Au rapport du garant d’Épiphane, Mélèce, à quelque temps de là, est arrêté lui aussi et finalement envoyé aux mines de Phæno. Nous savons que c’est à partir d’avril 307 que la peine des travaux forcés remplaça, pour les chrétiens, la peine de mort. C’est vraisemblablement alors que Mélèce aurait procédé aux ordinations, dont se plaint la lettre de l’archevêque Pierre. La notice d’Épiphane renferme, sur les discussions auxquelles donna lieu, parmi les malheureux forçats, l’agitation de Mélèce, des détails révélateurs. Ibid., n. 3 à la fin, col. 188-189. En 311, tout ce monde était relâché ; incapables de s’entendre dans les misères communes, on pense si les confesseurs étaient prêts à se réconcilier après leur libération. Un peu partout il se forma en Egypte, en regard de la hiérarchie dépendant de Pierre d’Alexandrie, une hiérarchie qui reconnaissait.Mélèce pour auteur et pour chef. Sur ces entrefaites Pierre qui avait déposé celui-ci en synode, cf. Socrates, I, vi, P. G., t. lxvii, col. 53 A, et Athanase, Apol. conl. arian., 59, t. xxv, col. 356, fut enlevé par le sursaut de persécution de la fin de 311. Il fallut quelque temps pour élire à sa place Achillas, qui ne dura qu’un an et fut remplacé en 313 par Alexandre. Ces changements de personnes ne semblent pas avoir modifié l’attitude de Mélèce par rapport à l’Église établie. Il continua à se considérer comme l’archevêque de « l’Église des martyrs ». « Désignation singulière, fait observer L. Duchesne, car enfin Philéas et ses compagnons, et l’évêque Pierre lui-même, censés patrons des apostats, avaient donné leur vie pour la foi, tandis que Mélèce, revenu des mines, finit par mourir, dans son lit. » Hist. anc. de l’Église, t. ii, p. 100. Cette Église semble avoir eu quelque importance, et saint Athanase accusera plus tard les mélétiens d’avoir créé à ses prédécesseurs de graves difficultés.

II. Le concile de Xicée et les mélétiens. — Quand il vint à Alexandrie vers 324 pour tenter d’y rétablir la paix, Hosius de Cordoue se préoccupa non seulement des difficultés soulevées par Arius, mais encore de l’affaire mélétienne.
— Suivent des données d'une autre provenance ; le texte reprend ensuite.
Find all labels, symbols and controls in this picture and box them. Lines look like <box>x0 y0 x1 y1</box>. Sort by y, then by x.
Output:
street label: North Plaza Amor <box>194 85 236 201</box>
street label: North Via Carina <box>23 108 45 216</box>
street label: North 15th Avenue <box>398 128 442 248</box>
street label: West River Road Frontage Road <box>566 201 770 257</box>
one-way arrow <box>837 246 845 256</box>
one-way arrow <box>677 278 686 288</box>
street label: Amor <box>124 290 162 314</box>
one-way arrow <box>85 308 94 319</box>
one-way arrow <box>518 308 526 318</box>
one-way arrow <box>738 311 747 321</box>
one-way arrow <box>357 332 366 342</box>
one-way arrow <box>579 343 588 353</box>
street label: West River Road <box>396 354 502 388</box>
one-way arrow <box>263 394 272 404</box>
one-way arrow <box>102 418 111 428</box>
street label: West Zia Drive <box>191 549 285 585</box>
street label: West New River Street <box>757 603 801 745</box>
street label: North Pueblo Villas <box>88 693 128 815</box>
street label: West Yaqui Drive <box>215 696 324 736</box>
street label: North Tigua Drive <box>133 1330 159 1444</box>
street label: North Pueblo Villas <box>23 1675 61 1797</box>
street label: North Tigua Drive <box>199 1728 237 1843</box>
Eusèbe, Vita ConsL, ii, 62-63 ; iii, 4, P. G., t. xx, col. 1036, 1057. Cela ne veut pas dire d’ailleurs que les deux partis eussent dès ce moment partie liée ; il paraît au contraire qu’il y avait plutôt antagonisme entre Arius et l’Église mélétienne. Au début, sans doute, voir col. 532, Arius encore laïque avait appuyé Mélèce ; mais il n’avait pas tardé à faire sa soumission à Pierre dont il avait plus tard reçu le diaconat. Toutefois il conservait assez le sens exact des réalités pour s’opposer à une mesure arbitraire que voulait prendre l’archevêque. Celui-ci avait déclaré nuls les baptêmes conférés par le clergé mélétien. L’opposition que fit Arius le brouilla avec Pierre, qui l’aurait excommunié ; sous Achillas, qui ne persévéra pas sans doute dans l’attitude de son prédécesseur, Arius revint en faveur et fut élevé à la prêtrise. Voir sur toute cette affaire Sozomènc, H. E., I. xv. P. G., t. lxvii, col. 905 A. Nous ignorons ce que fut. dans les années qui suivirent, l’attitude de l’Église mélétienne. Le garant d’Épiphane, Hærcs., lxviii, insiste à plusieurs reprises sur le scrupule qu’avait

Mélèce de garder l’orthodoxie ; à l’en croire, ce serait lui qui aurait surpris Arius en flagrant délit d’hérésie, et l’aurait dénoncé à Alexandre. Ibid., n. 4, cf. i.xix, 3, col. 189 B, 208 A. Mais, quelle que fût la pureté de la foi mélétienne, il y avait intérêt à étouffer un schisme qui partageait entre deux obédiences les catholiques d’Egypte. Hosius n’ayant pu arranger cette affaire dans sa visite à Alexandrie, elle revint devant le concile de Nicée en 325. L’assemblée fut d’accord pour juger fort sévèrement la conduite schismatique de Mélèce ; elle pensa néanmoins que, pour en finir avec la discussion, la douceur valait mieux que la violence ; peut-être aussi voulut-elle témoigner quelque gré à Mélèce de son attitude loyale au moment où avait éclaté l’affaire d’Arius. Toujours est-il que les mesures prises par le concile à l’égard de Mélèce et de son Église sont empreintes de la plus grande bienveillance.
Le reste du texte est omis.